Combien de temps les chiens vivent-ils à nos côtés ? Pendant des décennies, la réponse officielle oscillait autour de 10 000 à 15 000 ans, fixée par l’archéologie classique.
Une nouvelle analyse génétique vient de bousculer ce calendrier en repoussant la cohabitation entre humains et canidés domestiqués à 16 000 ans au moins, soit près de 5 000 ans plus tôt que les dates communément admises. Cette révision profonde s’appuie sur l’examen ADN d’ossements de canidés découverts en Angleterre et en Turquie. Les équipes internationales qui ont mené cette enquête concluent sans ambiguïté que le chien serait le tout premier être vivant que l’humain a apprivoisé, bien avant le mouton, la chèvre ou les céréales. Si cette chronologie se confirme, elle modifie en profondeur notre compréhension de la sédentarisation humaine et du rôle qu’y ont joué nos compagnons à quatre pattes.
Une chronologie longtemps incertaine
Pendant longtemps, la domestication du chien a été datée à partir d’ossements retrouvés sur des sites paléolithiques, avec une marge d’erreur considérable. Certains chercheurs penchaient pour une domestication récente, autour de 10 000 ans, en parallèle avec le développement de l’agriculture. D’autres défendaient une origine bien plus ancienne, dans des sociétés de chasseurs-cueilleurs nomades remontant jusqu’à 40 000 ans.
Le problème, c’est que les ossements ne disent pas toujours s’ils appartiennent à un loup, à un proto-chien ou à un chien pleinement domestiqué. Sans signature génétique, la frontière reste floue. C’est précisément cette frontière que la nouvelle étude a tenté de tracer, en faisant parler l’ADN ancien plutôt que la seule morphologie des os.
L’apport de la génétique moléculaire
Les progrès du séquençage des génomes anciens changent la donne. À partir d’échantillons parfois minuscules prélevés dans des dents ou des fragments osseux, les chercheurs peuvent désormais reconstituer le génome partiel d’un animal mort depuis des millénaires, et le comparer aux séquences modernes de référence. Cette comparaison permet de dire si l’animal en question appartenait déjà à la lignée domestique, ou s’il en était encore distant.
Les ossements analysés en Angleterre et en Turquie portent une signature génétique sans équivoque : ils sont déjà des chiens, pas des loups. Et leur datation au radiocarbone les fait remonter à environ 16 000 ans. Ce double élément (signature génétique domestique + datation directe) donne à la nouvelle borne un poids scientifique difficilement contestable.
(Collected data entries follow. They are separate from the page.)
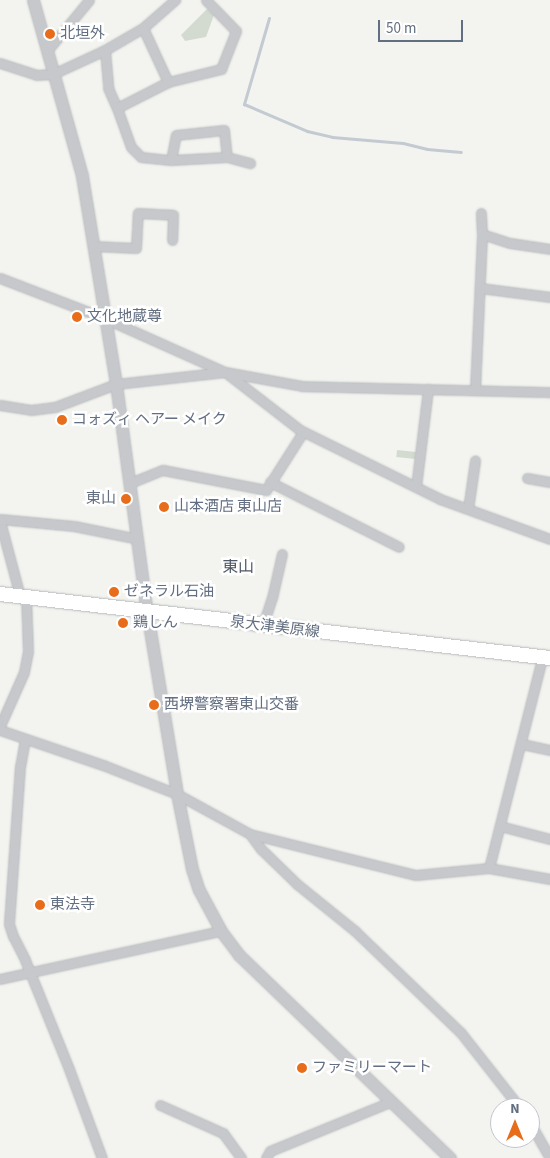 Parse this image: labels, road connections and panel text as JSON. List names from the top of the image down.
{
  "streets": {
    "main road": ["泉大津美原線"]
  },
  "districts": ["東山"],
  "places": [
    "北垣外",
    "文化地蔵尊",
    "コォズィ ヘアー メイク",
    "東山",
    "山本酒店 東山店",
    "ゼネラル石油",
    "鶏しん",
    "西堺警察署東山交番",
    "東法寺",
    "ファミリーマート"
  ],
  "scale_bar": "50 m",
  "north": "top"
}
Pourquoi le chien d’abord, et pas un autre animal
Si le chien a précédé tous les autres animaux domestiqués, c’est parce que les conditions de son apprivoisement étaient déjà réunies bien avant l’agriculture. Les sociétés humaines de chasseurs-cueilleurs vivaient en groupes nomades, suivaient les troupeaux de gibier et laissaient derrière elles des restes alimentaires. Ces déchets ont attiré les loups les moins farouches, qui ont peu à peu toléré la proximité humaine. La sélection naturelle, puis la sélection consciente, ont fait le reste.
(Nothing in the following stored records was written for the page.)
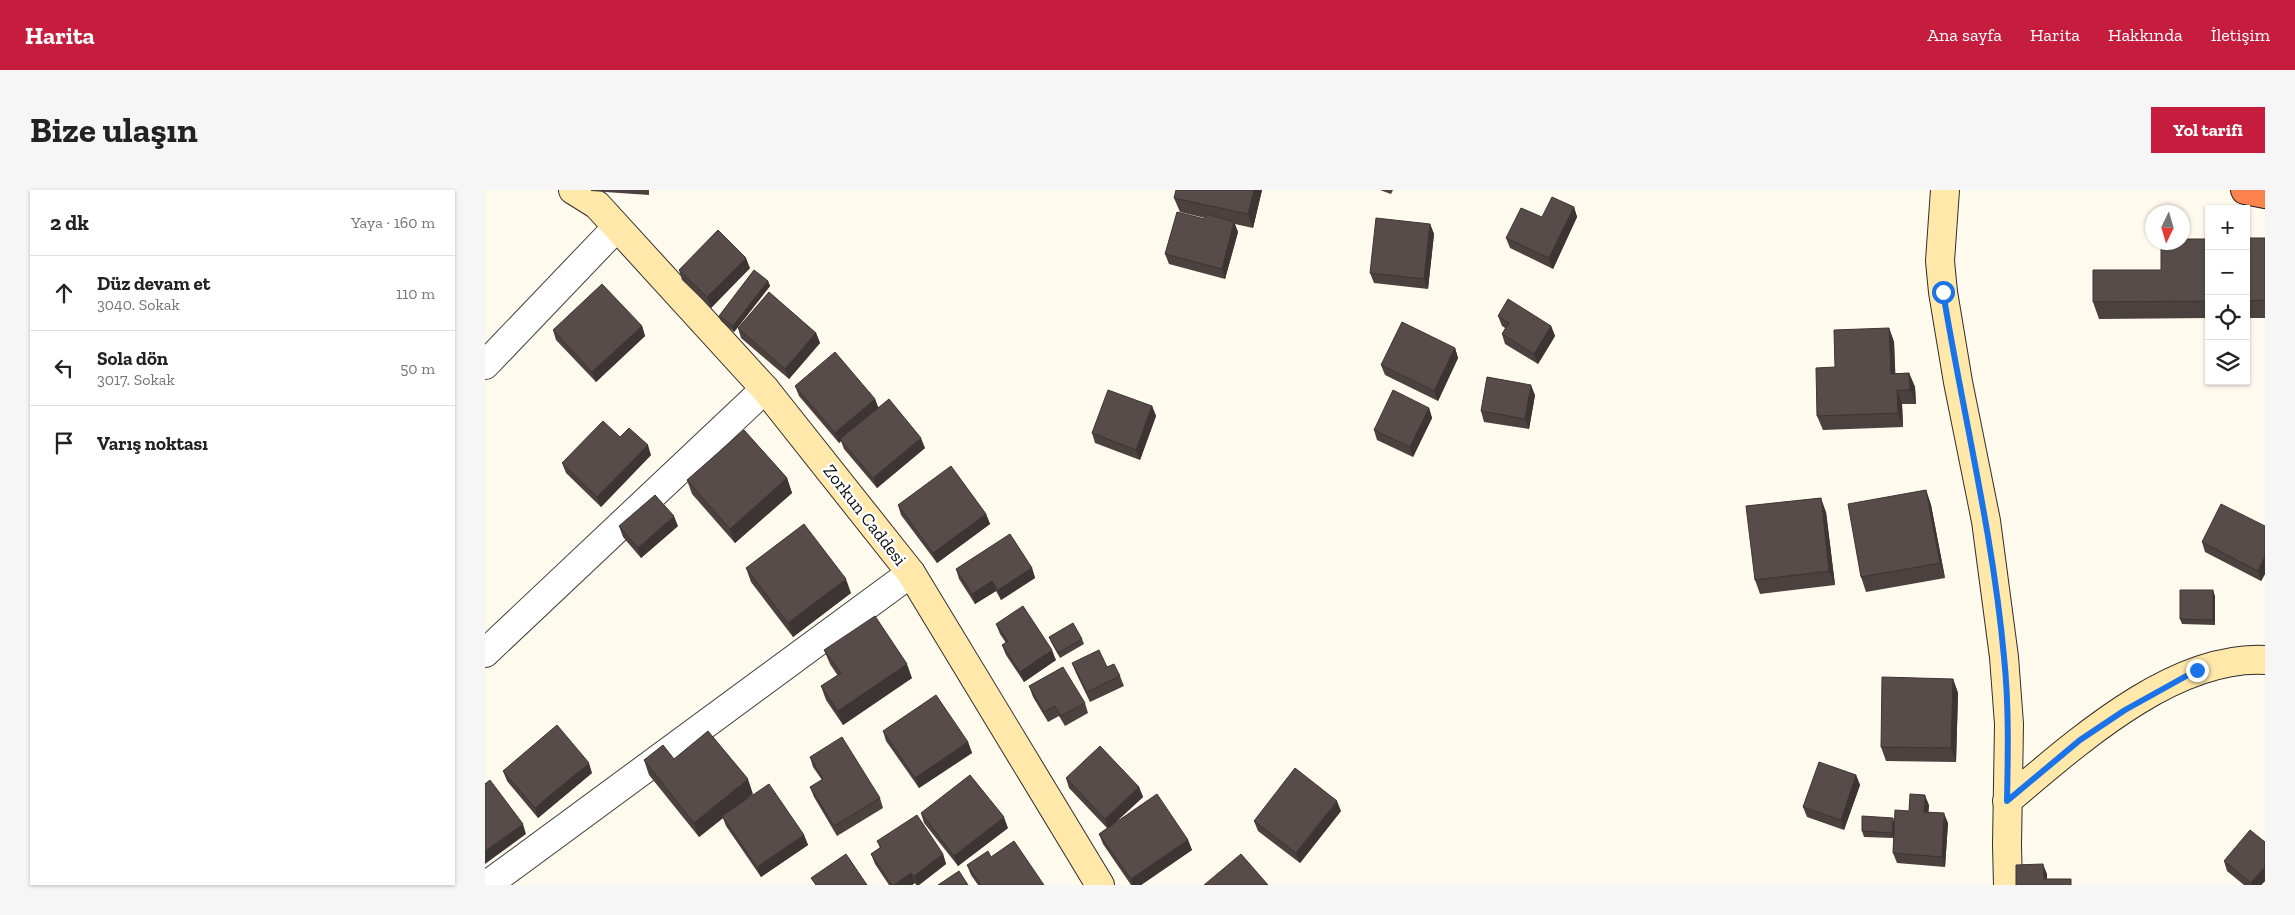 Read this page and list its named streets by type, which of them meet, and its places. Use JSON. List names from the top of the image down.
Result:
{
  "streets": {
    "street": ["Zorkun Caddesi"]
  },
  "north": "bottom",
  "page": {
    "header": "Harita",
    "nav": [
      "Ana sayfa",
      "Harita",
      "Hakkında",
      "İletişim"
    ],
    "buttons": "Yol tarifi",
    "title": "Bize ulaşın",
    "heading": ["2 dk", "Yaya · 160 m"],
    "map_buttons": ["+", "−"],
    "list": [
      ["Düz devam et", "3040. Sokak", "110 m"],
      ["Sola dön", "3017. Sokak", "50 m"],
      "Varış noktası"
    ]
  }
} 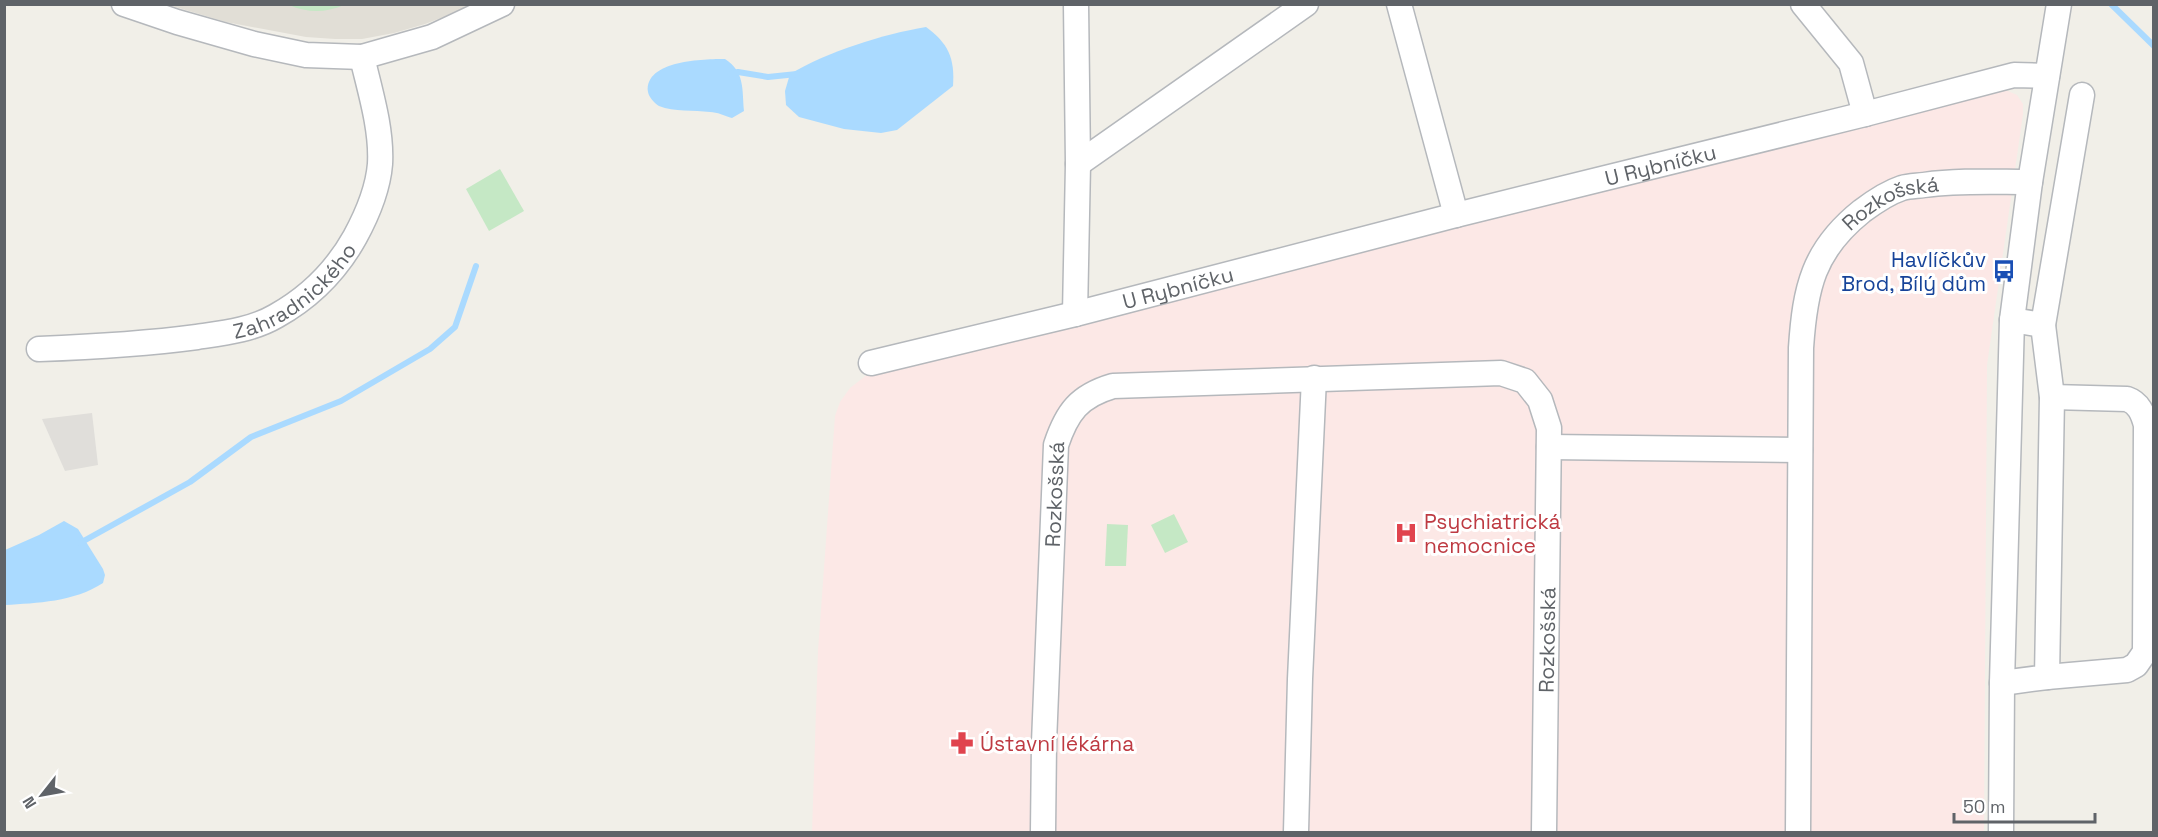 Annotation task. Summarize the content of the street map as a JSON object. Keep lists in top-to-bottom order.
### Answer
{
  "streets": {
    "street": ["U Rybníčku", "Rozkošská", "Zahradnického"]
  },
  "places": {
    "bus stop": ["Havlíčkův Brod, Bílý dům"],
    "hospital": ["Psychiatrická nemocnice"],
    "pharmacy": ["Ústavní lékárna"]
  },
  "scale_bar": "50 m",
  "north": "bottom left"
}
Le chien apportait en retour des compétences précieuses : aide à la chasse, alerte face aux prédateurs, gestion d’un troupeau naissant, voire chaleur corporelle pendant les nuits froides. À une époque où chaque calorie comptait, cette alliance interspécifique a pu offrir aux groupes humains qui en bénéficiaient un avantage évolutif décisif.
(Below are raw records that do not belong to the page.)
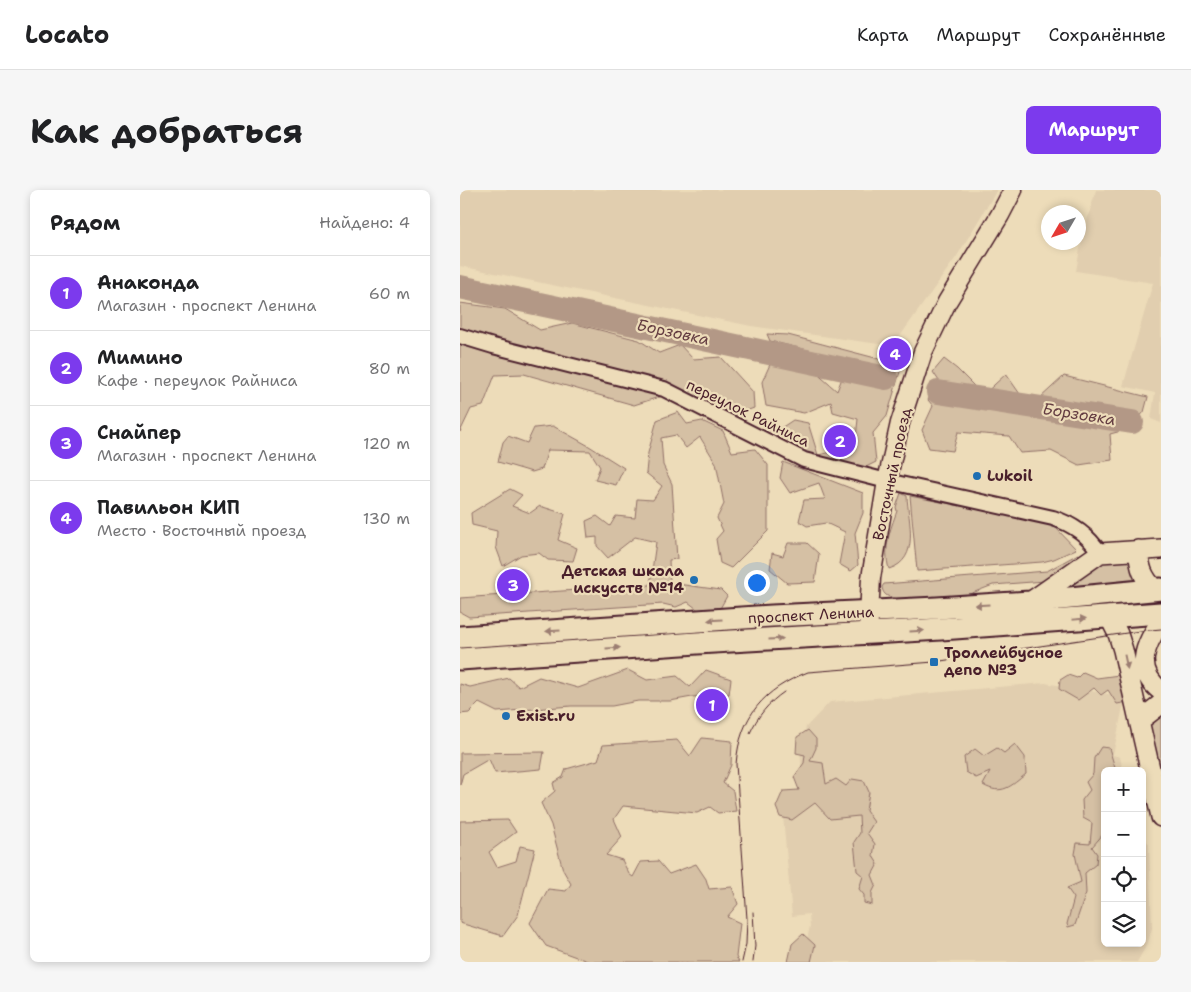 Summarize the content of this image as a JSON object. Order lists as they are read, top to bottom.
{
  "streets": {
    "main road": ["проспект Ленина"],
    "street": ["переулок Райниса", "Восточный проезд"]
  },
  "crossings": [
    ["переулок Райниса", "Восточный проезд"],
    ["Восточный проезд", "проспект Ленина"]
  ],
  "water": ["Борзовка"],
  "places": {
    "other": ["Lukoil", "Детская школа искусств №14", "Exist.ru"],
    "transit": ["Троллейбусное депо №3"]
  },
  "north": "bottom left",
  "page": {
    "header": "Locato",
    "nav": ["Карта", "Маршрут", "Сохранённые"],
    "buttons": "Маршрут",
    "title": "Как добраться",
    "heading": ["Рядом", "Найдено: 4"],
    "list": [
      {
        "mark": "1",
        "name": "Анаконда",
        "note": "Магазин · проспект Ленина",
        "value": "60 m"
      },
      {
        "mark": "2",
        "name": "Мимино",
        "note": "Кафе · переулок Райниса",
        "value": "80 m"
      },
      {
        "mark": "3",
        "name": "Снайпер",
        "note": "Магазин · проспект Ленина",
        "value": "120 m"
      },
      {
        "mark": "4",
        "name": "Павильон КИП",
        "note": "Место · Восточный проезд",
        "value": "130 m"
      }
    ],
    "pins": [
      "4",
      "2",
      "3",
      "1"
    ],
    "map_buttons": ["+", "−"]
  }
}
Une origine simple ou multiple ?
Reste une question débattue : le chien a-t-il été domestiqué une seule fois, en un seul endroit, ou plusieurs fois dans des régions différentes ? Les nouvelles données apportent un argument en faveur d’une origine principalement unique, située quelque part entre l’Europe et l’Asie centrale. Mais d’autres études parallèles plaident encore pour une double origine, avec un foyer européen et un foyer asiatique qui auraient ensuite fusionné.
La controverse n’est pas tranchée, et ne le sera probablement qu’avec l’accumulation de nouveaux génomes anciens. Mais une chose est désormais acquise : la cohabitation humain-chien est plus ancienne que les céréales, plus ancienne que les villages permanents, plus ancienne que la poterie. Le chien n’est pas un compagnon que nous nous sommes donné en chemin. Il est, en partie, l’un de ceux qui ont permis le chemin.
Quand vous regarderez votre chien ce soir, vous saurez que vous échangez un regard avec une espèce qui partage votre histoire depuis au moins 16 000 ans. Quelques générations humaines y ont à peine trouvé matière à s’habituer.